Steigerung der Besucherzahlen


"Das BadeLand hat die Wassertemperaturen entsprechend den Empfehlungen - beispielsweise des Deutschen Städtetags - in einigen Becken gesenkt, um den Energieverbrauch nachhaltig zu verringern", berichtet die Stadt Wolfsburg. Im Medibecken sei dies um ein Grad auf 28 Grad Celsius geschehen, im Nichtschwimmer- und Sprungbecken um ein Grad auf 29 Grad, im Wellenbecken um zwei Grad auf 28 Grad und im Schwefelbad in Fallersleben um ein Grad auf 29 Grad. Im BadeLand-Sportbecken sei die Temperatur dagegen nicht verändert worden. Sie betrage weiterhin 26 Grad, um insbesondere die Durchführung von Schwimmkursen und Schwimmunterricht zu ermöglichen. Auch im Kinder- und Babybecken betrage die Wassertemperatur weiterhin 32 Grad.
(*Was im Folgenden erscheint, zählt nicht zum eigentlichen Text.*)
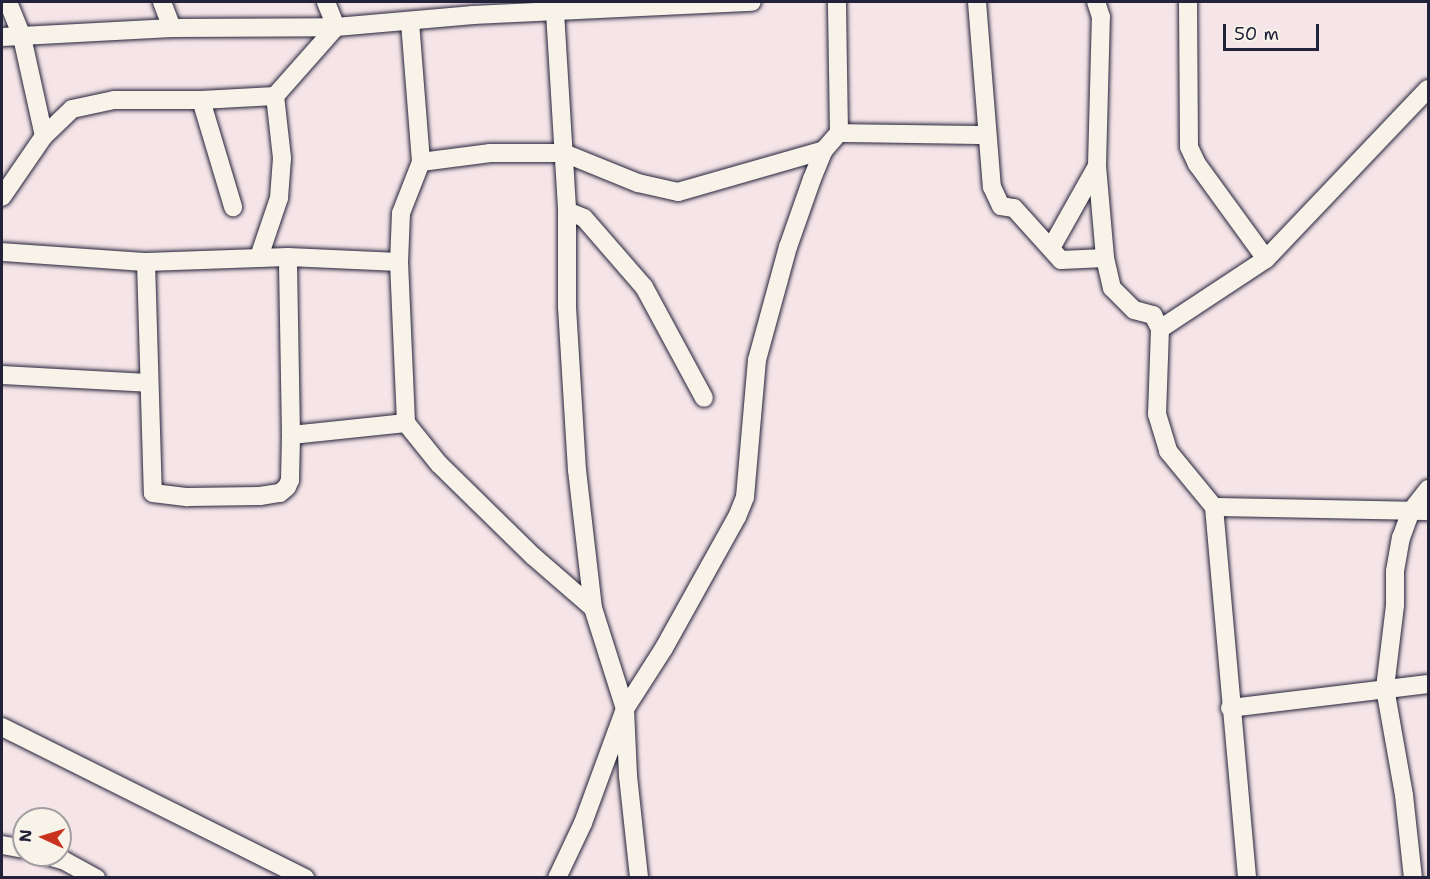 <!DOCTYPE html>
<html>
<head>
<meta charset="utf-8">
<style>
  body { margin:0 }
  #map { position:relative; width:1430px; height:879px; overflow:hidden; background:#f6e5e8; font-family:"Shantell Sans",sans-serif }
  div>[style] { position:absolute }
  .roads { filter:drop-shadow(0 0 2px #22223b) drop-shadow(0 0 2px #22223b) }
  .minor>* { height:18px; margin:-9px; padding:0 9px; transform-origin:9px; border-radius:9px; background:#f7f3e8 }
  span { translate:-50% -50%; white-space:nowrap; text-align:center; line-height:1.15; -webkit-text-stroke:6px #f7f3e8; paint-order:stroke }
  .frame { position:absolute; inset:0; border:3px solid #22223b; pointer-events:none }
  .north { position:absolute; left:12px; top:807px; width:60px; height:60px; box-sizing:border-box; background:#f7f3e8; border:2px solid #a29fa3; border-radius:50%; rotate:274deg; font-size:16px; font-weight:700; line-height:24px; text-align:center; color:#22223b }
  .north::after { content:''; display:block; margin:auto; width:21px; height:27px; background:#c8321e; clip-path:polygon(50% 0,100% 100%,50% 72%,0 100%) }
  .scale { position:absolute; left:1223px; top:24px; width:96px; height:27px; box-sizing:border-box; border:3px solid #22223b; border-top:0; padding-left:8px; font-size:18px; line-height:21px; white-space:nowrap; color:#22223b; -webkit-text-stroke:4px #f7f3e8; paint-order:stroke }
</style>
</head>
<body>
<div id="map">
  <div class="roads">
    <div class="minor">
      <div style="left:8px;top:2px;width:38px;rotate:68deg"></div>
      <div style="left:22px;top:37px;width:101px;rotate:77.5deg"></div>
      <div style="left:162px;top:2px;width:28px;rotate:69deg"></div>
      <div style="left:977px;top:2px;width:186px;rotate:85.4deg"></div>
      <div style="left:992px;top:187px;width:21px;rotate:65deg"></div>
      <div style="left:1001px;top:206px;width:13px;rotate:9deg"></div>
      <div style="left:1014px;top:208px;width:70px;rotate:47.9deg"></div>
      <div style="left:1061px;top:260px;width:44px;rotate:-2.6deg"></div>
      <div style="left:1105px;top:258px;width:31px;rotate:77deg"></div>
      <div style="left:1112px;top:288px;width:31px;rotate:45deg"></div>
      <div style="left:1134px;top:310px;width:20px;rotate:15deg"></div>
      <div style="left:1153px;top:315px;width:16px;rotate:63deg"></div>
      <div style="left:1160px;top:329px;width:85px;rotate:92deg"></div>
      <div style="left:1157px;top:414px;width:39px;rotate:73deg"></div>
      <div style="left:1168px;top:451px;width:72px;rotate:50.6deg"></div>
      <div style="left:1214px;top:507px;width:372px;rotate:84.9deg"></div>
      <div style="left:1188px;top:2px;width:145px;rotate:89.6deg"></div>
      <div style="left:1189px;top:147px;width:19px;rotate:65deg"></div>
      <div style="left:1197px;top:164px;width:117px;rotate:54deg"></div>
      <div style="left:555px;top:12px;width:199px;rotate:86.5deg"></div>
      <div style="left:567px;top:211px;width:96px;rotate:90deg"></div>
      <div style="left:567px;top:307px;width:163px;rotate:86.5deg"></div>
      <div style="left:577px;top:470px;width:139px;rotate:83.4deg"></div>
      <div style="left:593px;top:608px;width:106px;rotate:72.4deg"></div>
      <div style="left:625px;top:709px;width:67px;rotate:87.4deg"></div>
      <div style="left:628px;top:776px;width:103px;rotate:83.8deg"></div>
      <div style="left:410px;top:22px;width:140px;rotate:85.5deg"></div>
      <div style="left:421px;top:162px;width:55px;rotate:111.4deg"></div>
      <div style="left:401px;top:213px;width:49px;rotate:92.3deg"></div>
      <div style="left:399px;top:262px;width:161px;rotate:87.5deg"></div>
      <div style="left:406px;top:423px;width:53px;rotate:51.2deg"></div>
      <div style="left:439px;top:464px;width:132px;rotate:44.4deg"></div>
      <div style="left:533px;top:556px;width:79px;rotate:40.9deg"></div>
      <div style="left:2px;top:37px;width:170px;rotate:-3deg"></div>
      <div style="left:172px;top:28px;width:164px;rotate:-0.3deg"></div>
      <div style="left:336px;top:27px;width:138px;rotate:-5deg"></div>
      <div style="left:473px;top:15px;width:279px;rotate:-2.7deg"></div>
      <div style="left:201px;top:100px;width:112px;rotate:73.3deg"></div>
      <div style="left:839px;top:133px;width:148px;rotate:0.8deg"></div>
      <div style="left:421px;top:162px;width:70px;rotate:-7.4deg"></div>
      <div style="left:490px;top:153px;width:74px"></div>
      <div style="left:564px;top:153px;width:80px;rotate:22.1deg"></div>
      <div style="left:638px;top:183px;width:41px;rotate:12.7deg"></div>
      <div style="left:678px;top:192px;width:152px;rotate:-16deg"></div>
      <div style="left:1097px;top:166px;width:92px;rotate:85deg"></div>
      <div style="left:2px;top:197px;width:74px;rotate:-55.5deg"></div>
      <div style="left:44px;top:136px;width:39px;rotate:-44deg"></div>
      <div style="left:72px;top:109px;width:43px;rotate:-12.1deg"></div>
      <div style="left:114px;top:100px;width:87px"></div>
      <div style="left:201px;top:100px;width:74px;rotate:-3.1deg"></div>
      <div style="left:567px;top:211px;width:18px;rotate:22deg"></div>
      <div style="left:584px;top:218px;width:91px;rotate:49deg"></div>
      <div style="left:644px;top:287px;width:126px;rotate:61.6deg"></div>
      <div style="left:1051px;top:248px;width:94px;rotate:-60.7deg"></div>
      <div style="left:1097px;top:166px;width:149px;rotate:-88.5deg"></div>
      <div style="left:1101px;top:17px;width:16px;rotate:-108deg"></div>
      <div style="left:2px;top:252px;width:144px;rotate:4deg"></div>
      <div style="left:146px;top:262px;width:231px;rotate:88.3deg"></div>
      <div style="left:153px;top:493px;width:35px;rotate:7deg"></div>
      <div style="left:188px;top:497px;width:72px;rotate:-0.8deg"></div>
      <div style="left:260px;top:496px;width:20px;rotate:-9deg"></div>
      <div style="left:280px;top:493px;width:9px;rotate:-41deg"></div>
      <div style="left:287px;top:487px;width:8px;rotate:-67deg"></div>
      <div style="left:290px;top:480px;width:45px;rotate:-88.7deg"></div>
      <div style="left:291px;top:435px;width:178px;rotate:-91deg"></div>
      <div style="left:259px;top:257px;width:62px;rotate:-71.3deg"></div>
      <div style="left:279px;top:198px;width:40px;rotate:-85.7deg"></div>
      <div style="left:282px;top:158px;width:62px;rotate:-96.4deg"></div>
      <div style="left:275px;top:96px;width:92px;rotate:-48.5deg"></div>
      <div style="left:336px;top:27px;width:27px;rotate:-112deg"></div>
      <div style="left:146px;top:262px;width:142px;rotate:-2deg"></div>
      <div style="left:288px;top:257px;width:111px;rotate:2.6deg"></div>
      <div style="left:1160px;top:329px;width:127px;rotate:-33.4deg"></div>
      <div style="left:1266px;top:259px;width:235px;rotate:-46.4deg"></div>
      <div style="left:2px;top:375px;width:146px;rotate:3.1deg"></div>
      <div style="left:291px;top:435px;width:116px;rotate:-6deg"></div>
      <div style="left:1214px;top:507px;width:214px;rotate:1.1deg"></div>
      <div style="left:1230px;top:708px;width:199px;rotate:-6.9deg"></div>
      <div style="left:2px;top:727px;width:339px;rotate:26.5deg"></div>
      <div style="left:2px;top:845px;width:22px;rotate:10deg"></div>
      <div style="left:45px;top:855px;width:19px;rotate:16deg"></div>
      <div style="left:63px;top:860px;width:38px;rotate:29deg"></div>
      <div style="left:557px;top:878px;width:61px;rotate:-64.7deg"></div>
      <div style="left:583px;top:823px;width:121px;rotate:-69.8deg"></div>
      <div style="left:625px;top:709px;width:72px;rotate:-57.4deg"></div>
      <div style="left:664px;top:648px;width:150px;rotate:-60.9deg"></div>
      <div style="left:737px;top:517px;width:22px;rotate:-68deg"></div>
      <div style="left:745px;top:497px;width:138px;rotate:-85deg"></div>
      <div style="left:757px;top:360px;width:117px;rotate:-74.7deg"></div>
      <div style="left:788px;top:247px;width:72px;rotate:-70.6deg"></div>
      <div style="left:812px;top:179px;width:31px;rotate:-68deg"></div>
      <div style="left:824px;top:150px;width:23px;rotate:-49deg"></div>
      <div style="left:839px;top:133px;width:131px;rotate:-90.9deg"></div>
      <div style="left:1413px;top:878px;width:83px;rotate:-96.2deg"></div>
      <div style="left:1404px;top:795px;width:109px;rotate:-100.1deg"></div>
      <div style="left:1385px;top:688px;width:84px;rotate:-83.1deg"></div>
      <div style="left:1395px;top:605px;width:34px;rotate:-90deg"></div>
      <div style="left:1395px;top:571px;width:34px;rotate:-80deg"></div>
      <div style="left:1401px;top:538px;width:29px;rotate:-70deg"></div>
      <div style="left:1411px;top:511px;width:28px;rotate:-52deg"></div>
    </div>
  </div>
  <div class="frame"></div>
  <div class="north">N</div>
  <div class="scale">50 m</div>
</div>
</body>
</html>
Seit der Absenkung der Badewassertemperaturen seien im BadeLand keine Besucherrückgänge zu registrieren. Aktuell zeige der Vergleich zum gleichen Zeitraum im Jahr 2021 eine Steigerung bei den Besucherzahlen. Die Frage, in welchem Umfang ein möglicher Rückgang der Besucherzahlen verkraftet werden könne, um das Bad weiterhin halbwegs wirtschaftlich zu betreiben, stelle sich derzeit nicht.

Antworten aus den Städten Salzgitter und Goslar stehen noch aus und werden ergänzt, wenn sie vorliegen.